A dark, twisting ride “On Clover Road"

It’s a neo-noir set-up down to the abandoned, scuzzy motel room where it all takes place. A man and woman arrive separately to complete their pre-arranged plan of committing a kidnapping. Two things are immediately obvious: both are hiding something, and neither trusts the other. Their intended target is the woman’s teenage daughter, who left home four years before and ended up in a new-age religious cult. The woman’s name is Kate (Sally Dana), and she’s out of options and desperate. The man goes by Stine (Michael Storm), and he seems to have a lot of experience with this particular kind of job. He makes the rules, she pays the money. We all know what happens next — something will go wrong. Very wrong.

The drama of the setting is the hook, but what makes Steven Dietz’s play On Clover Road so effective is that once he’s set the scene, each subsequent turn of the screw spins the plot in a different direction without going off the rails into implausible territory (for the most part). Kate and Stine are almost too hardboiled to evoke much empathy but their weaknesses could well be our own, which allows Dietz’s script and the talented cast to bridge the gap, especially since he knows just where and when to pull the string taut enough to keep the audience from turning on either character. The ante rises with each revelation about both of these unpleasant people, and grows even higher with the entrances of the daughter, the cult leader, and another young woman under his sway. The threat of violence feels constantly imminent, and when it arrives it comes in unexpected ways. To say more would tarnish the pleasure of watching it happen, and On Clover Road has enough dark pleasures to put the audience on the edge of their seats and keep them there for 80 minutes. Rachel Goldberg and Nancy Kimball rotate in the roles of the girls, and Adam Elder plays the cult leader with just enough implausibility to make him enough like the real thing.
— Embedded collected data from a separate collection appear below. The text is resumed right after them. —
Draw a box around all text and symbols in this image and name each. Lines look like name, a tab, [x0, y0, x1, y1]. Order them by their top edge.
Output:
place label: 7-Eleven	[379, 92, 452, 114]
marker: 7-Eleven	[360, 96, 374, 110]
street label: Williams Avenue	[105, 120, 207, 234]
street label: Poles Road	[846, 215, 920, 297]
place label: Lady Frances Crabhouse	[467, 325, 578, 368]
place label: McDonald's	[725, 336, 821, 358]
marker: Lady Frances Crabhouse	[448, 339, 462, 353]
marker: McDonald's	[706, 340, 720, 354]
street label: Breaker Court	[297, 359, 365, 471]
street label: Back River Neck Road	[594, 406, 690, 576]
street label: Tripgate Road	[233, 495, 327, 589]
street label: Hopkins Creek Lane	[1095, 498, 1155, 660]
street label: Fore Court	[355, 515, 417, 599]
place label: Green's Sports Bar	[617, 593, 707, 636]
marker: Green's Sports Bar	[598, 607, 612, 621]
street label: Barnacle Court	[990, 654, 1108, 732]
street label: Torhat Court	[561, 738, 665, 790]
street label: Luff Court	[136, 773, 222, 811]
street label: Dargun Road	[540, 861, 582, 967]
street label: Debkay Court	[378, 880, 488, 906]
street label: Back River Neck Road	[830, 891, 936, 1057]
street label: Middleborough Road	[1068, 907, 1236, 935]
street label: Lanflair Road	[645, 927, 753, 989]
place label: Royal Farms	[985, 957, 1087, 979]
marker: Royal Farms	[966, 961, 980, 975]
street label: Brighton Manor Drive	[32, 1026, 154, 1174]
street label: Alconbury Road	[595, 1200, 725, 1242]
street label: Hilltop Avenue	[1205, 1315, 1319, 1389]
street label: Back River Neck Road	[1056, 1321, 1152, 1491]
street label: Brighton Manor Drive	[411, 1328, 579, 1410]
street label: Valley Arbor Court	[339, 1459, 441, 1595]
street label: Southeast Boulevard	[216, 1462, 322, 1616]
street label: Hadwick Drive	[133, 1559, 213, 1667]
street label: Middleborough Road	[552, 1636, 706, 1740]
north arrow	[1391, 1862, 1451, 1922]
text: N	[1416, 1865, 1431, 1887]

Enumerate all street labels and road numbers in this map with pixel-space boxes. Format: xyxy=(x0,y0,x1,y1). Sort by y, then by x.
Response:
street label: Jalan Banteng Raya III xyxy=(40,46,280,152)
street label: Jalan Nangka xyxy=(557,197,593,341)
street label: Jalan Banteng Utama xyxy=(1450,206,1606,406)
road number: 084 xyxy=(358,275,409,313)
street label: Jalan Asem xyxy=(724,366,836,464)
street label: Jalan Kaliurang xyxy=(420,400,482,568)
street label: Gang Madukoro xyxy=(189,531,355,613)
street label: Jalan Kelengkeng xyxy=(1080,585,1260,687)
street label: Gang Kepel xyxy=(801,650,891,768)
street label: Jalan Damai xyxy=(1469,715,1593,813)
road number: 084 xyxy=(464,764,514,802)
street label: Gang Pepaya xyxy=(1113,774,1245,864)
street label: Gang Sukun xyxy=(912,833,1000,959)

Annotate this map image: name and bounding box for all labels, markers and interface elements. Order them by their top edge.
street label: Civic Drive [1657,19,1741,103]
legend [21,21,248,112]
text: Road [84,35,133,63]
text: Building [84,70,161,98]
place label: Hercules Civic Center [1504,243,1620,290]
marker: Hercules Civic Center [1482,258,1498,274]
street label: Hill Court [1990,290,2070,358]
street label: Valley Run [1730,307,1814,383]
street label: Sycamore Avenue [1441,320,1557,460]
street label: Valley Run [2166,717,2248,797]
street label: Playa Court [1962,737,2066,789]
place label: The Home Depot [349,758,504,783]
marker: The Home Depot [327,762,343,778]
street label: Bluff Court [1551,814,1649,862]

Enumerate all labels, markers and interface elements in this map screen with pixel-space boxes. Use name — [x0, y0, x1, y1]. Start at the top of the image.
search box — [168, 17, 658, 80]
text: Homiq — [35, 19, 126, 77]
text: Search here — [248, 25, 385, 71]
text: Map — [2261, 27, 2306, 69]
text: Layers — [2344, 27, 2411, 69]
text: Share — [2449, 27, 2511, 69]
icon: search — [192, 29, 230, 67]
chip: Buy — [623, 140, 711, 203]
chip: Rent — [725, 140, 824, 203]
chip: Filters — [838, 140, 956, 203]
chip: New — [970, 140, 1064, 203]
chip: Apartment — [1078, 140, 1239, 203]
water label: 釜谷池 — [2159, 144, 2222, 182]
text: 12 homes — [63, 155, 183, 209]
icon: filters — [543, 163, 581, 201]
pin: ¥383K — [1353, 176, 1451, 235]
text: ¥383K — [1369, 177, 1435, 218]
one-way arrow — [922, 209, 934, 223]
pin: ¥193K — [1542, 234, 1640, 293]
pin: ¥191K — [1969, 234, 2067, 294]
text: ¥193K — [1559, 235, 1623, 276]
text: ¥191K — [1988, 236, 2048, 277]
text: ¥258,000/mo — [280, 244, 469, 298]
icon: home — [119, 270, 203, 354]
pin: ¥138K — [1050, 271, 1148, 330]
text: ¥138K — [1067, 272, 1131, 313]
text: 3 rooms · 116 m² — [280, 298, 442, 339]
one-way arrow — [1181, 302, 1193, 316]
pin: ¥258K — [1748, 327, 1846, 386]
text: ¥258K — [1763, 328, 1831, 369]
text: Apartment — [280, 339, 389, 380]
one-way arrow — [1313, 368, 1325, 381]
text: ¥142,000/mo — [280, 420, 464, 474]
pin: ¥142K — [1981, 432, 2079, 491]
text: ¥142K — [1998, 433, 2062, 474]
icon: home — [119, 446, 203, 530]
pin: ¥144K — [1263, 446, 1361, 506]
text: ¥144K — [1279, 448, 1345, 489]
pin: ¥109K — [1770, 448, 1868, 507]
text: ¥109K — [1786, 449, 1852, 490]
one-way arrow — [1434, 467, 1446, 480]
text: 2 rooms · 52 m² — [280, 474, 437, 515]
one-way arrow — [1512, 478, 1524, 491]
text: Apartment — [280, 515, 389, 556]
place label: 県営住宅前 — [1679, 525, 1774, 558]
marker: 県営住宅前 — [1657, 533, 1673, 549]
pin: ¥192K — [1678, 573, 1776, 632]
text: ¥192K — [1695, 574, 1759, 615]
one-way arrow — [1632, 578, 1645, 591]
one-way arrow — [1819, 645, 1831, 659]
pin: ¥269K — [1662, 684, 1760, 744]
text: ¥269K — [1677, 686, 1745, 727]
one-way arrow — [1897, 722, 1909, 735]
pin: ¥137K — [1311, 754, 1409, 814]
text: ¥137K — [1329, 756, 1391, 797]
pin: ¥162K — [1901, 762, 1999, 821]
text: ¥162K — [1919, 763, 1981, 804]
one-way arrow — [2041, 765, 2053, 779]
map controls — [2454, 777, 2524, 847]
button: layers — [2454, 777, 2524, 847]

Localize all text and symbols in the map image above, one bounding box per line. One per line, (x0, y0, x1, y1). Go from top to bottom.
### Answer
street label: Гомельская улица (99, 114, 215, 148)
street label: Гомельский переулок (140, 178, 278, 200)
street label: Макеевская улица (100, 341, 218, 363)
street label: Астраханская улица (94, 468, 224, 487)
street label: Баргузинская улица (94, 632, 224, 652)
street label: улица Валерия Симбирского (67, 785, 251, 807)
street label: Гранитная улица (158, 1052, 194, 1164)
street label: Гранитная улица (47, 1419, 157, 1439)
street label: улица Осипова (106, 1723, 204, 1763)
The latest in San Francisco Playhouse’s Sandbox Series (which presents new plays in smaller spaces than the company’s main stage), the company’s co-founder Susi Damilano directs the action with cinematic intensity, while the creative team of Jacquelyn Scott (set design), Jessica Bent (lighting), Theodore J.H. Hulsker (sound), and Natalie Barhow (costumes) effectively make the story work convincingly within the confines of the motel room.